> **What this task involves**:
Using the entries below, output exactly the line containing "4h4l2 5-3 2q2" and all lines that follow it to the end.

> **Material shown**:
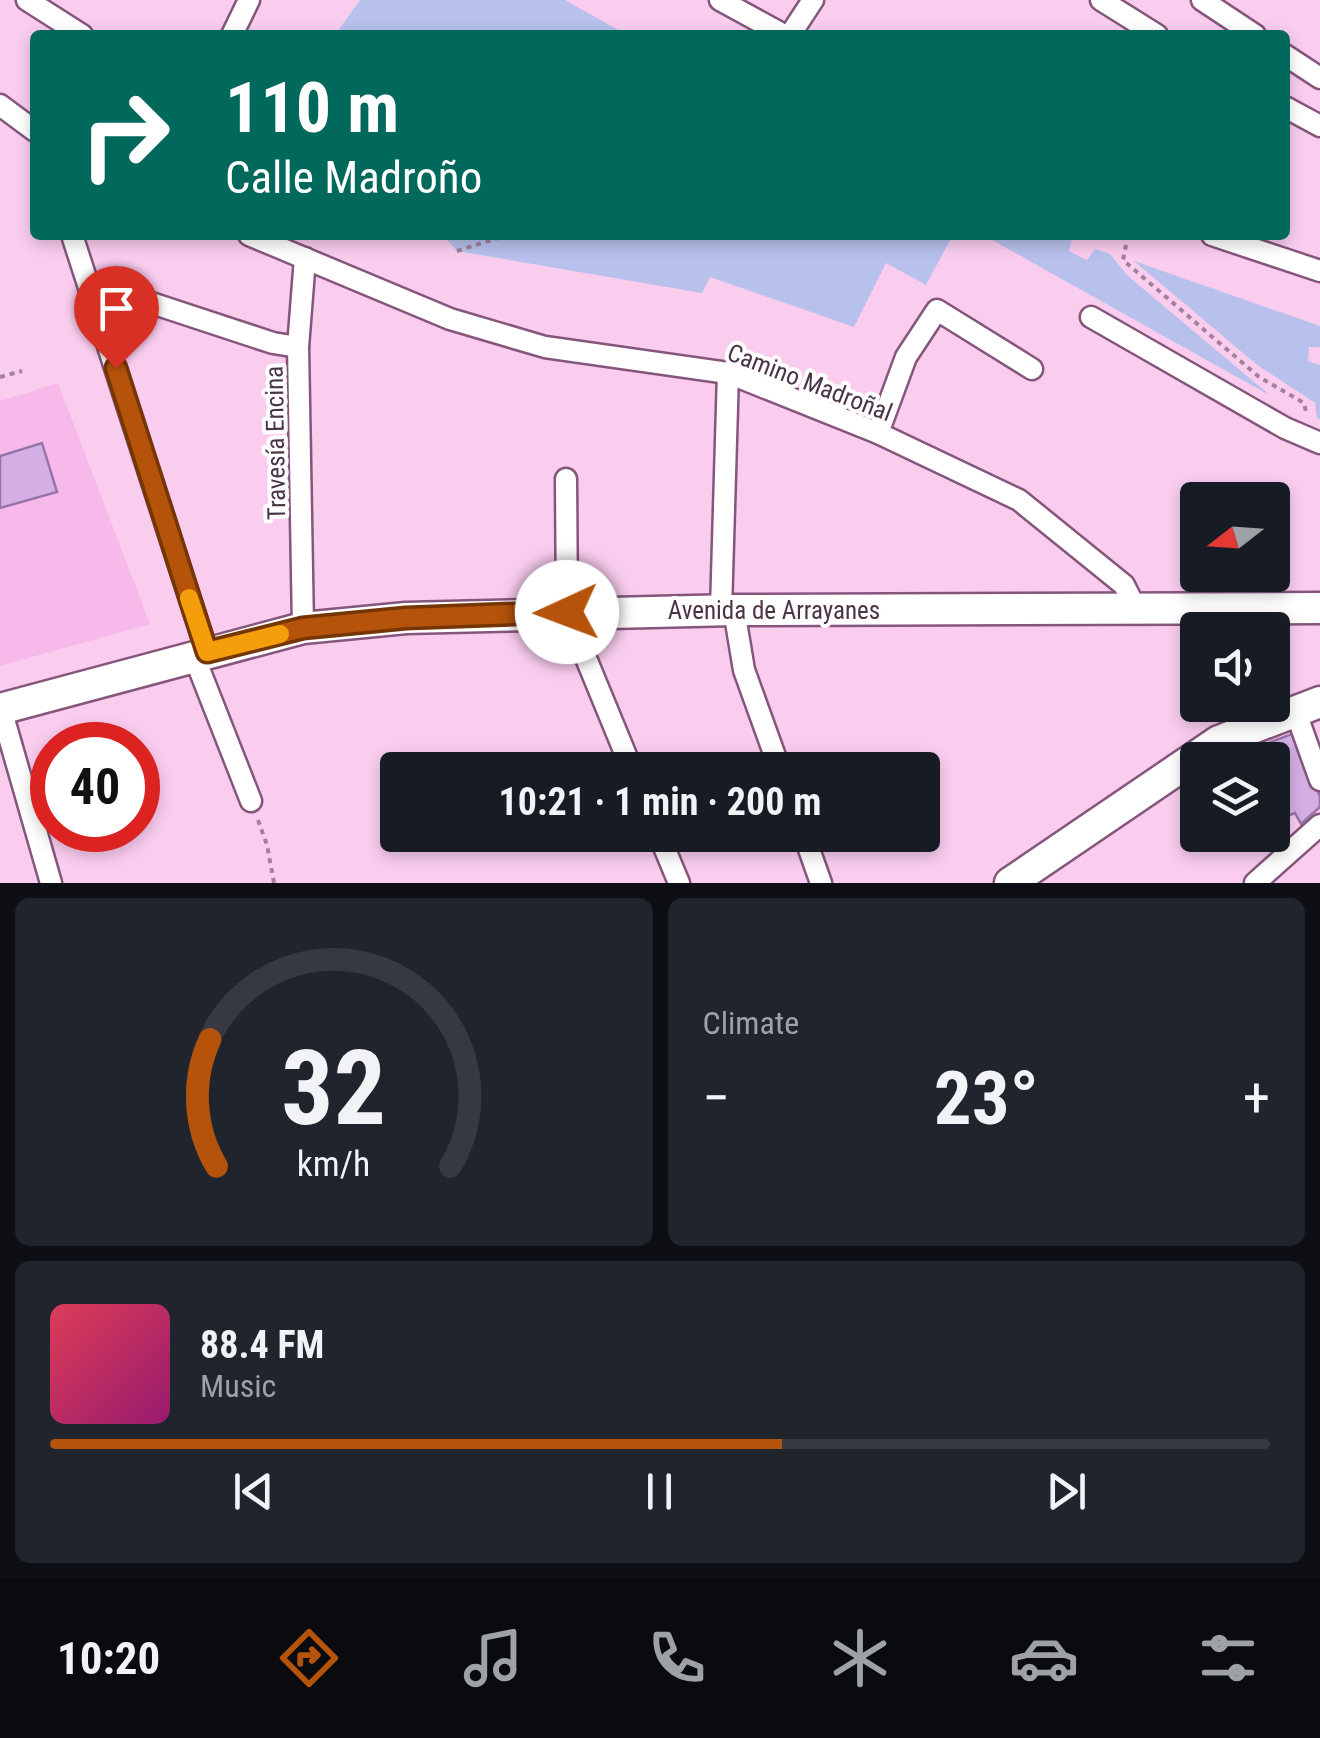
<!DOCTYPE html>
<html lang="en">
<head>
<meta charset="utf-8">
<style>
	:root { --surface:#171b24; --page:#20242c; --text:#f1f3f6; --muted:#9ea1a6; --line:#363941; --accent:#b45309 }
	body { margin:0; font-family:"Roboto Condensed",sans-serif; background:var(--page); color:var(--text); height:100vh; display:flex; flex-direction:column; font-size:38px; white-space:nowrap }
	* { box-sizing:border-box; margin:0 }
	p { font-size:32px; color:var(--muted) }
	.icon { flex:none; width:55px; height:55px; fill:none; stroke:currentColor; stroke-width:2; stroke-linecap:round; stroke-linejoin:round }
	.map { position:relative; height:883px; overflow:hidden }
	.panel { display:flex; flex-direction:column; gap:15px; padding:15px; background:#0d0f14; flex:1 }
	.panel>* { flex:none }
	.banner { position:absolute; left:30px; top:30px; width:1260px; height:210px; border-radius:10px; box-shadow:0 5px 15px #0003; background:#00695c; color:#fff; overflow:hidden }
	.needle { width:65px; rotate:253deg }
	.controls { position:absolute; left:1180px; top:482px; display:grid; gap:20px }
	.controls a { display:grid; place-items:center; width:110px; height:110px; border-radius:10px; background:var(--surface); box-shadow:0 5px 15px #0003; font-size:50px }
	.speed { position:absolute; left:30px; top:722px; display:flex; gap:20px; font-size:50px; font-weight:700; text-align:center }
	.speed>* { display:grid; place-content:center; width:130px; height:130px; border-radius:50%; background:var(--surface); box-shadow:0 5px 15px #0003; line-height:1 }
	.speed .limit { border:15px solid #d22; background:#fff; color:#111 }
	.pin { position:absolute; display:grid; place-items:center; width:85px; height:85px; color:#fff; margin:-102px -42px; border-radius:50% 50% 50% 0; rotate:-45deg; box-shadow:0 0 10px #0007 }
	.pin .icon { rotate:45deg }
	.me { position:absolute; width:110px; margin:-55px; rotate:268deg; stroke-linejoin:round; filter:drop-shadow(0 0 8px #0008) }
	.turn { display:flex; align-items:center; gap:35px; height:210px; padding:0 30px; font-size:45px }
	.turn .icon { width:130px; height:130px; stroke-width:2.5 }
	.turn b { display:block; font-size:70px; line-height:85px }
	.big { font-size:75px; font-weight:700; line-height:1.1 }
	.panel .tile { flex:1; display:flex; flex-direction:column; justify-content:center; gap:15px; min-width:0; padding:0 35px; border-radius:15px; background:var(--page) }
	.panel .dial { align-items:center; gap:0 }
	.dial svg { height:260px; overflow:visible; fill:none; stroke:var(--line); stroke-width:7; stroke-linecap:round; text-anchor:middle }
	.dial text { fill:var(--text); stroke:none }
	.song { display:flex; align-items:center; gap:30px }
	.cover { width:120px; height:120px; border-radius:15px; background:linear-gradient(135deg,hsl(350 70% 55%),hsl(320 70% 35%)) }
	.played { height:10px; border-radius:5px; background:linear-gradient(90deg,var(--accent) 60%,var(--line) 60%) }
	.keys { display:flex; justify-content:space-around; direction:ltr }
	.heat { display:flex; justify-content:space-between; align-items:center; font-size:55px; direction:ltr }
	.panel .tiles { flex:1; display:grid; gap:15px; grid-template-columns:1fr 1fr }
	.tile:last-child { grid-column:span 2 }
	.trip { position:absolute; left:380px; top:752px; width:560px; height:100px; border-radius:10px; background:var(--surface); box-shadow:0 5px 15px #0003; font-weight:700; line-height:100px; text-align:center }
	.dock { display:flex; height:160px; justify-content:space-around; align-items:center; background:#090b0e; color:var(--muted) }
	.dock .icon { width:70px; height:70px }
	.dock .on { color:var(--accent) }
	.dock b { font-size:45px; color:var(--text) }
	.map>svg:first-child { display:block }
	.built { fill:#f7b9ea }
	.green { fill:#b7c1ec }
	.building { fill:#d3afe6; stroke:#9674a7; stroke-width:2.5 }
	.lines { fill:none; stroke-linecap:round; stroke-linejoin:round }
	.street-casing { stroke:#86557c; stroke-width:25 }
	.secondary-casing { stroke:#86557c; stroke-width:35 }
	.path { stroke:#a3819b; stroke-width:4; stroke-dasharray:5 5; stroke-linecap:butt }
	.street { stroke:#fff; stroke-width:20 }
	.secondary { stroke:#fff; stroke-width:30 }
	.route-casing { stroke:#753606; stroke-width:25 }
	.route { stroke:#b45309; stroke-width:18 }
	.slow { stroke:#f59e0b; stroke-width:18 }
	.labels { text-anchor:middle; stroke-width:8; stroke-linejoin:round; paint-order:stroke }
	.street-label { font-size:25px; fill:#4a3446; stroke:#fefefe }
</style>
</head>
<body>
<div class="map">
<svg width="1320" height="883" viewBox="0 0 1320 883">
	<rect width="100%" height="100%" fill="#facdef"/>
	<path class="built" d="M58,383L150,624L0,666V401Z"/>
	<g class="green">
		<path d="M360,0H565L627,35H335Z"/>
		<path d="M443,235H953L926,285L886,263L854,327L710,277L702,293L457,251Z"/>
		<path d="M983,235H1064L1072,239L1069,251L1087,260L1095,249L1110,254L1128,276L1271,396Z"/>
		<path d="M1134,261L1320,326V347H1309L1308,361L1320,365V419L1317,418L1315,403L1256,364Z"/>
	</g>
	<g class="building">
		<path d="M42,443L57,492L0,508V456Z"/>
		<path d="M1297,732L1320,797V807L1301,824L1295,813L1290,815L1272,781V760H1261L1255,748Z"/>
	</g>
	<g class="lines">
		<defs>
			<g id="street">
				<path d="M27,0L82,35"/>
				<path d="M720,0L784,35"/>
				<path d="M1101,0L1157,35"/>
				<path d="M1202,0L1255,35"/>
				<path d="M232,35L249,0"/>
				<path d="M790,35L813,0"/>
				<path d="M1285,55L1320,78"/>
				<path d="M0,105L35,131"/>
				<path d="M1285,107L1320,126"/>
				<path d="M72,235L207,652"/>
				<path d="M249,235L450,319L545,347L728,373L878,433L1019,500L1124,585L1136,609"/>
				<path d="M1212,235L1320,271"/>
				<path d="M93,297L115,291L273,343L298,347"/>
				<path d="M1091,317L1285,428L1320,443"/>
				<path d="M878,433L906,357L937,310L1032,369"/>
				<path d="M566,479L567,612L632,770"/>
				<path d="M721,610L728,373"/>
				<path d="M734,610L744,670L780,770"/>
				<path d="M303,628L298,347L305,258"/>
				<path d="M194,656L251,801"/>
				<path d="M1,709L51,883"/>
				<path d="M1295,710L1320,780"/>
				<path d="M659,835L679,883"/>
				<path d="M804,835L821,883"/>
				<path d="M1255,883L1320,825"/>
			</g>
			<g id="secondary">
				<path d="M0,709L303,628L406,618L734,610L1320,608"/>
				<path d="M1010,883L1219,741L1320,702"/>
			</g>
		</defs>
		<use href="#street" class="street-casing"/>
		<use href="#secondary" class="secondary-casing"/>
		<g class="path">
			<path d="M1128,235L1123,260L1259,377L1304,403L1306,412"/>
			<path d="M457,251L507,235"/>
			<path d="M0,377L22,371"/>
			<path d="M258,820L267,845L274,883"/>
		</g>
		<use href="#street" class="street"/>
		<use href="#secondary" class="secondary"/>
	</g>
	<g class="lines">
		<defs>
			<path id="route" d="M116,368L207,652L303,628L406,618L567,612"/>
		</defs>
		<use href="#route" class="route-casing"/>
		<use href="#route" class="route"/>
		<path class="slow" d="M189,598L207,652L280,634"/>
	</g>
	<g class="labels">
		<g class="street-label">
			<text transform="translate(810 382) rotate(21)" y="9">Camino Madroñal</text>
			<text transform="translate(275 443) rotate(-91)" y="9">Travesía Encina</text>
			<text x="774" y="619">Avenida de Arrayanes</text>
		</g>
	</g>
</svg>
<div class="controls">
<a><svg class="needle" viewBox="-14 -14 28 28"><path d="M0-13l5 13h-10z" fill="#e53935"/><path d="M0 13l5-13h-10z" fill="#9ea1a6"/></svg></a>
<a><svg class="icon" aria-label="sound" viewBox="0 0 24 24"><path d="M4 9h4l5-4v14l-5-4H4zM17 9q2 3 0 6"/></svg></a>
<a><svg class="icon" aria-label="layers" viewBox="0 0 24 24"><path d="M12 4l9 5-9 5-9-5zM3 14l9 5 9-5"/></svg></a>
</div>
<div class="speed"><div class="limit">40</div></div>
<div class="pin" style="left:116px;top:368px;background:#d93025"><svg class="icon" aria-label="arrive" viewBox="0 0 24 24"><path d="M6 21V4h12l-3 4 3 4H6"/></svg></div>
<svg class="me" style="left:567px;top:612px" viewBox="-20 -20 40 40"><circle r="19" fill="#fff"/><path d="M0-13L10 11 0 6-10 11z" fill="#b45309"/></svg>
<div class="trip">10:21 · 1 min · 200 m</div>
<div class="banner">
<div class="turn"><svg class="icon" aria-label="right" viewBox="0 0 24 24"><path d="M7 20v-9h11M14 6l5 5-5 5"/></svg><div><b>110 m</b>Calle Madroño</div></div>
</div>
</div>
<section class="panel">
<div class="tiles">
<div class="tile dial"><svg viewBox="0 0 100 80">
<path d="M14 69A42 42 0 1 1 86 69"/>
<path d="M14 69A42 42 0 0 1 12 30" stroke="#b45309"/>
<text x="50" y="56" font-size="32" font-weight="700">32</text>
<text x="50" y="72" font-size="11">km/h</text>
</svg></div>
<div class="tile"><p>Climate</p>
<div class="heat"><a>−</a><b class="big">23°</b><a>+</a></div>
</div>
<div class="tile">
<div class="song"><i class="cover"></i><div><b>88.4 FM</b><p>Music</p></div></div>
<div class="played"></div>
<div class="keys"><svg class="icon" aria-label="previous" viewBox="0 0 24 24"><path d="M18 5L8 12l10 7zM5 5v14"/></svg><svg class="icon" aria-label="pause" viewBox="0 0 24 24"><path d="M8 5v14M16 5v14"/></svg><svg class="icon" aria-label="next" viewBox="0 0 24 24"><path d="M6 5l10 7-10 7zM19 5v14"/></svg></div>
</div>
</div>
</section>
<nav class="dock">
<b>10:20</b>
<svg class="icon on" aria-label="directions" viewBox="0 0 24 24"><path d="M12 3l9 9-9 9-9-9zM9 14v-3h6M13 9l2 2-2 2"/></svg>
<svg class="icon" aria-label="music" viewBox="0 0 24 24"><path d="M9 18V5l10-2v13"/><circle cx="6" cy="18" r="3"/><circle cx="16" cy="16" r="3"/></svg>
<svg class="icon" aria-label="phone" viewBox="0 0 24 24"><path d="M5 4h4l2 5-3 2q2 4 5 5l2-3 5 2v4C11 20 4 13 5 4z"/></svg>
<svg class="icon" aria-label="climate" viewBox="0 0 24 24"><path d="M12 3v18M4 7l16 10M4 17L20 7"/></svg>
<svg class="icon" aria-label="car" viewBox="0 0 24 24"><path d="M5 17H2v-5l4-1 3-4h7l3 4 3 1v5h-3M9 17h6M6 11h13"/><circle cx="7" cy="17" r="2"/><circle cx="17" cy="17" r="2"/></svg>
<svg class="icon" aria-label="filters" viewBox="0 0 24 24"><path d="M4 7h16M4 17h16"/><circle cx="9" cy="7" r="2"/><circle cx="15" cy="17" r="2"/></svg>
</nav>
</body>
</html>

> **Output of the task**:
<svg class="icon" aria-label="phone" viewBox="0 0 24 24"><path d="M5 4h4l2 5-3 2q2 4 5 5l2-3 5 2v4C11 20 4 13 5 4z"/></svg>
<svg class="icon" aria-label="climate" viewBox="0 0 24 24"><path d="M12 3v18M4 7l16 10M4 17L20 7"/></svg>
<svg class="icon" aria-label="car" viewBox="0 0 24 24"><path d="M5 17H2v-5l4-1 3-4h7l3 4 3 1v5h-3M9 17h6M6 11h13"/><circle cx="7" cy="17" r="2"/><circle cx="17" cy="17" r="2"/></svg>
<svg class="icon" aria-label="filters" viewBox="0 0 24 24"><path d="M4 7h16M4 17h16"/><circle cx="9" cy="7" r="2"/><circle cx="15" cy="17" r="2"/></svg>
</nav>
</body>
</html>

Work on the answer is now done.